Usage

To use Lazy Predict in a project:

import lazypredict

Classification

Example

from lazypredict.Supervised import LazyClassifier
from sklearn.datasets import load_breast_cancer
from sklearn.model_selection import train_test_split
data = load_breast_cancer()
X = data.data
y= data.target
X_train, X_test, y_train, y_test = train_test_split(X, y,test_size=.5,random_state =123)
clf = LazyClassifier(verbose=0,ignore_warnings=True, custom_metric=None)
models,predictions = clf.fit(X_train, X_test, y_train, y_test)
models

Regression

Example

from lazypredict.Supervised import LazyRegressor
from sklearn.datasets import load_diabetes
from sklearn.utils import shuffle
import numpy as np
diabetes = load_diabetes()
X, y = shuffle(diabetes.data, diabetes.target, random_state=13)
X = X.astype(np.float32)
offset = int(X.shape[0] * 0.9)
X_train, y_train = X[:offset], y[:offset]
X_test, y_test = X[offset:], y[offset:]
reg = LazyRegressor(verbose=0,ignore_warnings=False, custom_metric=None )
models,predictions = reg.fit(X_train, X_test, y_train, y_test)

Warning

Regression and Classification are replaced with LazyRegressor and LazyClassifier. Regression and Classification classes will be removed in next release

Time Series Forecasting

LazyForecaster benchmarks 20+ statistical, machine-learning, deep-learning, and pretrained foundation models on your time series with a single call.

Example

import numpy as np
from lazypredict.TimeSeriesForecasting import LazyForecaster

# Generate sample data
np.random.seed(42)
t = np.arange(200)
y = 10 + 0.05 * t + 3 * np.sin(2 * np.pi * t / 12) + np.random.normal(0, 1, 200)

y_train, y_test = y[:180], y[180:]

fcst = LazyForecaster(verbose=0, ignore_warnings=True)
scores, predictions = fcst.fit(y_train, y_test)
print(scores)

With exogenous variables

X_train = np.column_stack([np.sin(t[:180]), np.cos(t[:180])])
X_test  = np.column_stack([np.sin(t[180:]), np.cos(t[180:])])

fcst = LazyForecaster(verbose=0, ignore_warnings=True)
scores, predictions = fcst.fit(y_train, y_test, X_train, X_test)

With cross-validation and custom options

fcst = LazyForecaster(
    verbose=1,
    seasonal_period=12,   # override auto-detection
    cv=3,                 # 3-fold TimeSeriesSplit CV
    timeout=30,           # max 30 seconds per model
    sort_by="MAE",
)
scores, predictions = fcst.fit(y_train, y_test)

GPU Acceleration

Enable GPU acceleration for supported models with use_gpu=True:

clf = LazyClassifier(use_gpu=True, verbose=0, ignore_warnings=True)
models, predictions = clf.fit(X_train, X_test, y_train, y_test)
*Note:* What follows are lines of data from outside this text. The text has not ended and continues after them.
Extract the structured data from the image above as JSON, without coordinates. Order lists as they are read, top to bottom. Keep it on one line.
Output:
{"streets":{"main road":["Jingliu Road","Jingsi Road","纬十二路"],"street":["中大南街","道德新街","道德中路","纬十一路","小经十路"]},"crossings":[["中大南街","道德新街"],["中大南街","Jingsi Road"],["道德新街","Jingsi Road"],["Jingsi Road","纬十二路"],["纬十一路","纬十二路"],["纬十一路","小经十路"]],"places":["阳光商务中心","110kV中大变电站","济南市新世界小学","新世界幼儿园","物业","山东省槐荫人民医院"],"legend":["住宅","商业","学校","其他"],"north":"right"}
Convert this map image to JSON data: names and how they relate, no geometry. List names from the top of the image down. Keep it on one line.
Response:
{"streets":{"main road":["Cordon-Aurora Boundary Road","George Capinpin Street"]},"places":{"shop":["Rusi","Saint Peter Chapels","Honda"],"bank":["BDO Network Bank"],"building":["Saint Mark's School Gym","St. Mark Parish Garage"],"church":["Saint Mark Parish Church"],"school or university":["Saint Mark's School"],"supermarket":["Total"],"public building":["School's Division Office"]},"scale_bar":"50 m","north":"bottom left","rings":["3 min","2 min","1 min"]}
reg = LazyRegressor(use_gpu=True, verbose=0, ignore_warnings=True)
models, predictions = reg.fit(X_train, X_test, y_train, y_test)

fcst = LazyForecaster(use_gpu=True, verbose=0, ignore_warnings=True)
scores, predictions = fcst.fit(y_train, y_test)

GPU-accelerated models:

  • XGBoost (device="cuda")

  • LightGBM (device="gpu")

  • CatBoost (task_type="GPU")

  • cuML (RAPIDS) — GPU-native sklearn replacements (auto-discovered)

  • LSTM / GRU — PyTorch CUDA

  • TimesFM — PyTorch CUDA

Falls back to CPU automatically if no CUDA GPU is available.